Last year Continental Automotive Spain integrated several trainable robots into their production in an attempt to further automate their production. They have since experienced many benefits including simple integration, and an increase in productivity and a reduction in changeover times by fifty per cent. These robots cut production time down to twenty from forty minutes compared to completing the task manually. In addition to increase in productivity, trainable robots typically do not require coding in their set up, not needing the amount of PLC programming that traditional machines do in large scale manufacturing. This makes their integration quick and easy. The programming, maintenance, and training can be completed by a Electronics Technician, a Robotics Technician, or a Electromechanical Technician who will come in as needed.
What They Mean for You
The trainable robots need for maintenance by trained professionals highlights the misconception that robots take jobs away from people is a myth.
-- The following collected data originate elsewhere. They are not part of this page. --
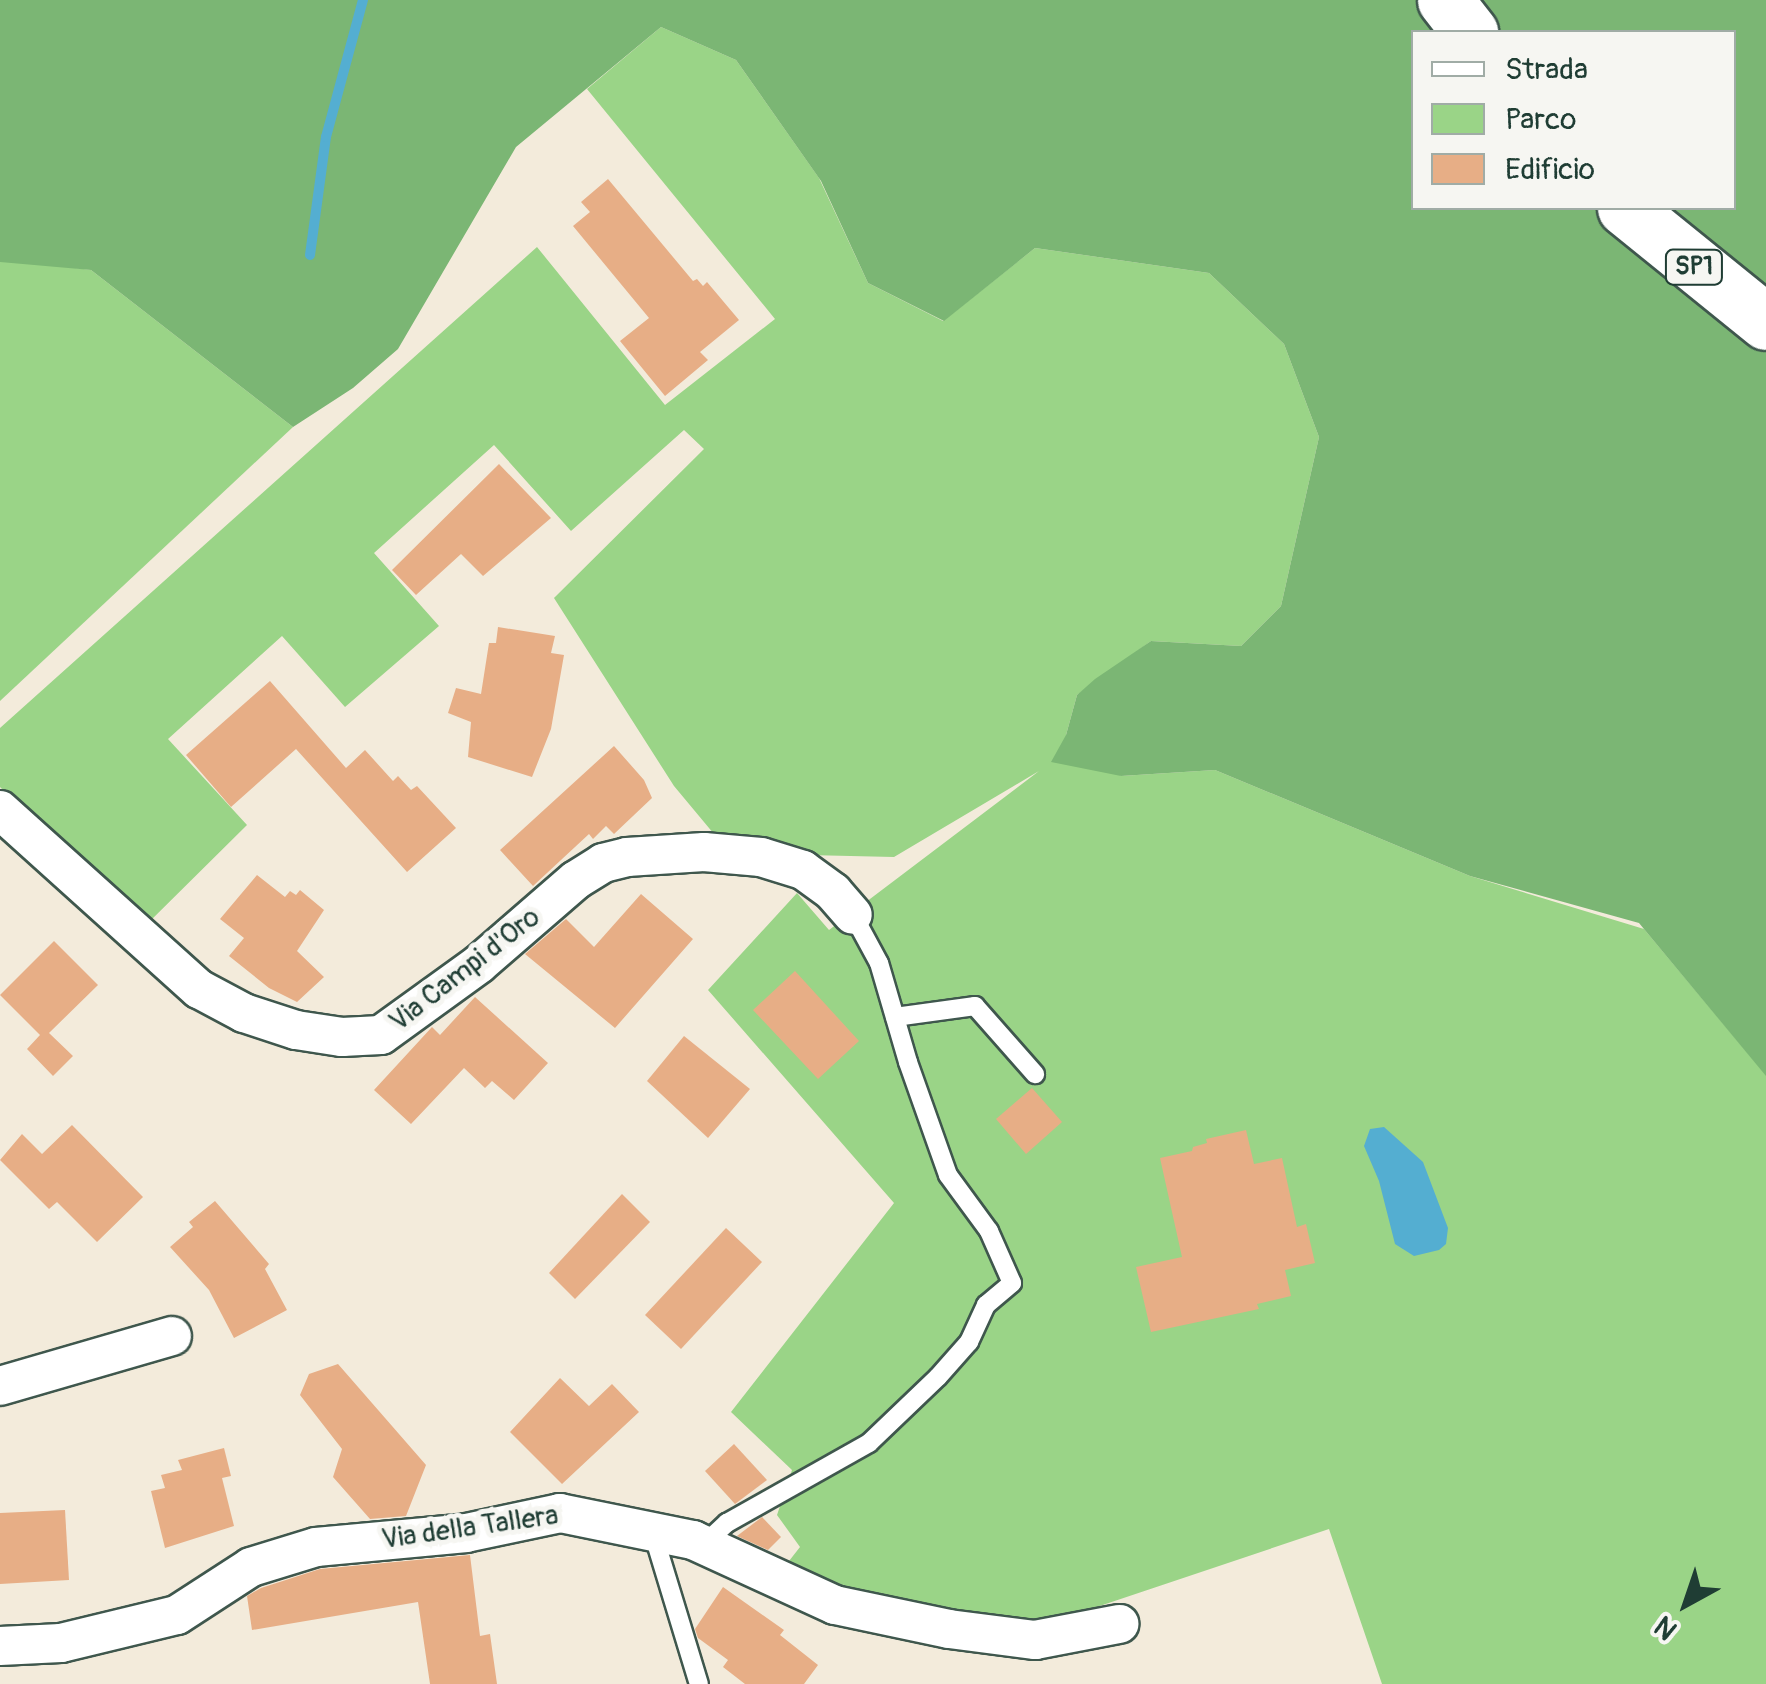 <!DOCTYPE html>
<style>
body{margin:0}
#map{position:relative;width:1766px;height:1684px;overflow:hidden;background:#f3ebdb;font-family:Pangolin,sans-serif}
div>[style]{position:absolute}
.green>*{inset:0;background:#9ad487}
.forest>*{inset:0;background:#7bb674}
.water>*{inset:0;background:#54aed1}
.stream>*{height:10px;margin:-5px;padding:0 5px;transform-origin:5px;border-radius:5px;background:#54aed1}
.building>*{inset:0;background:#e7ae86}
.roads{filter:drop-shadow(2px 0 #3f574d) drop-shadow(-2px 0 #3f574d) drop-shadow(0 2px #3f574d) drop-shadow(0 -2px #3f574d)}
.service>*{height:18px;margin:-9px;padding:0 9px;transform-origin:9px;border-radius:9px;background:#fff}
.minor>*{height:38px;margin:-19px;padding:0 19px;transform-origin:19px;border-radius:19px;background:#fff}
.primary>*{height:55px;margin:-27.5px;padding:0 27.5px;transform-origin:27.5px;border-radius:27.5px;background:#fff}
span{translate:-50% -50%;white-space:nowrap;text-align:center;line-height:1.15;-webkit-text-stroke:10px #f6f6f2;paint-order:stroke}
.shield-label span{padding:2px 8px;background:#f6f6f2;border:2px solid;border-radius:8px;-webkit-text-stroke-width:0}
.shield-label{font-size:25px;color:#1f3d34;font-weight:700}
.street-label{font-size:28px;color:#1f3d34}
.legend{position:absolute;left:1411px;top:30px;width:325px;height:180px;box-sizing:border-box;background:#f6f6f2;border:2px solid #a0aca6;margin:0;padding:12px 18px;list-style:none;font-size:30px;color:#1f3d34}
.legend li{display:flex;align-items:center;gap:20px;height:50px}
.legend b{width:50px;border:2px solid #a0aca6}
.north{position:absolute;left:1636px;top:1554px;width:100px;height:100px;-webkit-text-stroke:8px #f6f6f2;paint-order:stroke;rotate:220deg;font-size:28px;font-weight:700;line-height:40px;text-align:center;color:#1f3d34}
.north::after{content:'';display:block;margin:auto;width:35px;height:45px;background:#1f3d34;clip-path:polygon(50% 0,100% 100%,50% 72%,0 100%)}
</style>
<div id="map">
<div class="green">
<i style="clip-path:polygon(661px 27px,736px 60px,819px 178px,868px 283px,943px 321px,1035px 248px,1209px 273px,1284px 344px,1319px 437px,1281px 606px,1241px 646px,1151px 641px,1077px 695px,1066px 735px,1121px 776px,1215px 770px,1470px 876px,1644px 929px,1766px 1075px,1766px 1684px,1382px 1684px,1329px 1529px,1040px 1626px,840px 1590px,782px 1570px,800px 1547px,777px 1515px,792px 1470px,731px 1412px,894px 1203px,708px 990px,797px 893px,829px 930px,1039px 771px,894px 857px,807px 855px,719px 840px,674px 786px,554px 598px,704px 449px,684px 430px,571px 531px,494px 445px,374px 553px,439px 626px,345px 707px,282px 636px,168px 739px,247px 825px,142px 929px,0 787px,0 728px,537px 247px,665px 405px,775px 319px,587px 89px)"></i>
<i style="clip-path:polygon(5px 259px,91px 270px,293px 427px,0 701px,0 262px)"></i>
</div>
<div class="forest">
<i style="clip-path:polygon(evenodd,0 0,1766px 0,1766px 1076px,1639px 923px,1470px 876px,1215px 770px,1121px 776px,1051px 762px,1066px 735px,1077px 695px,1095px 679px,1151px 641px,1241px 646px,1281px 606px,1319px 437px,1284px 344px,1209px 273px,1035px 248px,944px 321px,868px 283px,821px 181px,736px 60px,661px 27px,516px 147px,398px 349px,353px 388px,293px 427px,91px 270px,0 262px,0 0,1414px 32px,1734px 32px,1734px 208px,1414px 208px,1414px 32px)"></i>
</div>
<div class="water">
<i style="clip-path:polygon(1384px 1127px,1423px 1162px,1448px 1228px,1446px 1244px,1439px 1250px,1414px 1256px,1395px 1244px,1379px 1181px,1364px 1146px,1370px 1129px)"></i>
</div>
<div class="stream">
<i style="left:310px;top:255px;width:119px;rotate:-82.3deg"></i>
<i style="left:326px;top:137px;width:142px;rotate:-74.9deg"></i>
</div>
<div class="building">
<i style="clip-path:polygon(608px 179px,693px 281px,697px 279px,703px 286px,707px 282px,739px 320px,700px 352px,708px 360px,665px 396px,620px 341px,649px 318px,573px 226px,590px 212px,581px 202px)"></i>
<i style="clip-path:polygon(499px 464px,551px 518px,483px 576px,461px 554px,416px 595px,392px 570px)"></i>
<i style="clip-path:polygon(498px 627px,555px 636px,551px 653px,564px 655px,551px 729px,532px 777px,468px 757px,471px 722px,448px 713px,456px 688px,481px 694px,489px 643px,496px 643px)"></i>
<i style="clip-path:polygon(270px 681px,346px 768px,365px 750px,393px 781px,398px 776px,411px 790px,417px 786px,456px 828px,407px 872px,296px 749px,231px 807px,186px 755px)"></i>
<i style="clip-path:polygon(614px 746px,644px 780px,652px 798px,614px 834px,606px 826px,593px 839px,589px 834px,533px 886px,500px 850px)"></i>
<i style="clip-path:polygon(257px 875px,285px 897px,290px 891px,296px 895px,300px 890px,324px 910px,297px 951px,324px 977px,297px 1002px,269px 988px,229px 956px,244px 938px,220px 919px)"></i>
<i style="clip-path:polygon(641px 894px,693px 939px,615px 1028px,525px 954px,566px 919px,594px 947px)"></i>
<i style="clip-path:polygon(54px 941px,98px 985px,49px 1033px,73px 1056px,53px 1076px,27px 1049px,40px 1035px,0 995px)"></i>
<i style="clip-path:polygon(795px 971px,859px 1041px,818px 1079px,753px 1010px)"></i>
<i style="clip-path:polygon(475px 997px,548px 1063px,514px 1100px,492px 1081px,485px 1088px,464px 1068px,411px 1124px,374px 1090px,432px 1027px,440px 1035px)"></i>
<i style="clip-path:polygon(684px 1036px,750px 1089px,708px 1138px,647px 1081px)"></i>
<i style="clip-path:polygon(1032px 1088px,1062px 1122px,1026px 1154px,996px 1119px)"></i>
<i style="clip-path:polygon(72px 1125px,143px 1197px,97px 1242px,57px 1202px,49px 1209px,0 1160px,22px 1134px,42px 1154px)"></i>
<i style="clip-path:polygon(1246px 1130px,1254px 1164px,1282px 1158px,1297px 1227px,1306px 1224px,1315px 1263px,1285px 1270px,1291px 1296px,1257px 1304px,1259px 1309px,1151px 1332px,1136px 1267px,1182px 1257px,1160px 1158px,1192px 1151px,1193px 1147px,1207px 1143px,1206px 1139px)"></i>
<i style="clip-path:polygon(622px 1194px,650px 1222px,575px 1299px,549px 1273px)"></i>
<i style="clip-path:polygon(215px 1201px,269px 1264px,265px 1269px,287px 1310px,234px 1338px,209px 1290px,170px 1247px,193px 1227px,189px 1222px)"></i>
<i style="clip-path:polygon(726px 1228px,762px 1262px,681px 1349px,645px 1315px)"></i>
<i style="clip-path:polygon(338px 1364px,426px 1465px,406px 1516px,370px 1519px,333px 1477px,342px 1449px,300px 1395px,309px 1374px)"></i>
<i style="clip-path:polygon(560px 1378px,589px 1406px,612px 1384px,639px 1412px,562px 1484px,510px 1432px)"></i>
<i style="clip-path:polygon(734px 1444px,767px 1480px,735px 1504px,705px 1471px)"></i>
<i style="clip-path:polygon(224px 1448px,231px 1476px,222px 1478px,234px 1526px,165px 1548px,151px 1491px,165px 1488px,161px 1475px,182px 1470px,178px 1460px)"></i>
<i style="clip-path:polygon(65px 1510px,69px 1580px,0 1584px,0 1513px)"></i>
<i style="clip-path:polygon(762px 1517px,781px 1537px,768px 1550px,737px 1536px)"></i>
<i style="clip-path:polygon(470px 1555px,480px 1636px,490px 1634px,497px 1684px,430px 1684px,418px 1602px,252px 1630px,247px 1596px,261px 1588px,320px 1569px)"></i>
<i style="clip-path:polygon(723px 1587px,784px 1630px,780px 1635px,818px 1665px,804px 1684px,745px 1684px,723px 1667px,728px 1660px,698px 1638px,695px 1629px)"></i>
</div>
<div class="roads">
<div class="service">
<i style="left:895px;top:1017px;width:81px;rotate:-7.8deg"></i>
<i style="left:975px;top:1006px;width:91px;rotate:48.6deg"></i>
<i style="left:653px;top:1533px;width:158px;rotate:73.1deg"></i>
<i style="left:702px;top:1546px;width:34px;rotate:-43deg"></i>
<i style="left:727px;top:1523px;width:163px;rotate:-29.4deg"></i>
<i style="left:869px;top:1443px;width:95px;rotate:-43.7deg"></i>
<i style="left:938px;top:1377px;width:47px;rotate:-48.5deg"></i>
<i style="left:969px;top:1342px;width:41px;rotate:-65.3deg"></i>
<i style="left:986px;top:1305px;width:34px;rotate:-40deg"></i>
<i style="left:1012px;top:1283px;width:57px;rotate:-113.9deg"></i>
<i style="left:989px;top:1231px;width:69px;rotate:-126.2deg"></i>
<i style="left:948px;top:1175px;width:120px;rotate:-109.5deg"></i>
<i style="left:908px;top:1062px;width:103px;rotate:-106.3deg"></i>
<i style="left:879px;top:963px;width:55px;rotate:-118.4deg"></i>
</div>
<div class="minor">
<i style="left:0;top:810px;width:268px;rotate:42deg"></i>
<i style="left:199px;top:989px;width:51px;rotate:28.1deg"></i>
<i style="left:244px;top:1013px;width:55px;rotate:18.1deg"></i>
<i style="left:296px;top:1030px;width:47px;rotate:8.7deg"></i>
<i style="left:342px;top:1037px;width:39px;rotate:-3deg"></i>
<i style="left:381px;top:1035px;width:121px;rotate:-35.9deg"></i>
<i style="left:479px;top:964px;width:128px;rotate:-40.9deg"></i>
<i style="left:576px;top:880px;width:32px;rotate:-32deg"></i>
<i style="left:603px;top:863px;width:25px;rotate:-14deg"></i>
<i style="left:627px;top:857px;width:77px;rotate:-3.7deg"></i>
<i style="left:704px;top:852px;width:57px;rotate:5deg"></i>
<i style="left:761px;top:857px;width:44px;rotate:17.2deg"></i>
<i style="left:803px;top:870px;width:37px;rotate:36deg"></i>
<i style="left:833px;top:892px;width:30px;rotate:49deg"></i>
<i style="left:0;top:1386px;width:179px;rotate:-16.2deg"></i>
<i style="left:0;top:1646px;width:61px;rotate:-2.8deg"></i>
<i style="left:61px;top:1643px;width:119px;rotate:-13.6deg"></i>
<i style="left:177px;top:1615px;width:88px;rotate:-33deg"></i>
<i style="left:251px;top:1567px;width:68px;rotate:-17.1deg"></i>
<i style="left:316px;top:1547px;width:151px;rotate:-5.3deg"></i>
<i style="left:466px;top:1533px;width:96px;rotate:-12deg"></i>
<i style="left:560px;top:1513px;width:136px;rotate:11.5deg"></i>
<i style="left:693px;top:1540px;width:156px;rotate:24.6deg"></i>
<i style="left:835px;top:1605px;width:116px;rotate:11.9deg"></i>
<i style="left:949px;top:1629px;width:87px;rotate:7.3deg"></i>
<i style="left:1035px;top:1640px;width:86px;rotate:-10.8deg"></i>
</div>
<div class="primary">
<i style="left:1445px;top:0;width:41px;rotate:52deg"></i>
<i style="left:1625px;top:208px;width:181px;rotate:39deg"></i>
</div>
</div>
<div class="shield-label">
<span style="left:1694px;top:267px">SP1</span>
</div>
<div class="street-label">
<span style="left:465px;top:970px;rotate:-38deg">Via Campi d'Oro</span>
<span style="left:470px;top:1528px;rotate:-8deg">Via della Tallera</span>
</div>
<ul class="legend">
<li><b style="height:12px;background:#fff"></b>Strada</li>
<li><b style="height:28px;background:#9ad487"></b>Parco</li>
<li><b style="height:28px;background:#e7ae86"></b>Edificio</li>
</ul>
<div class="north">N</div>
</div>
It is true that trainable robots are more productive than human labourers for a number of reasons. They do not get tired, do not require paychecks, or even need to abide by typical shift lengths. So as they logically move into the most tedious and repetitive tasks of manufacturing, it frees skilled individuals up for more precise and technical work that these machines are not yet able to do. Trainable robots also require "human supervision" to ensure the work is consistent and that there are no issues with the production. This alone creates a new role to be filled. The machines also require maintenance by people with specific skills, as discussed above. As they make their way into the manufacturing industry, more and more new positions will be created to accommodate trainable robots’ presence, and to ensure that everything is operating efficiently.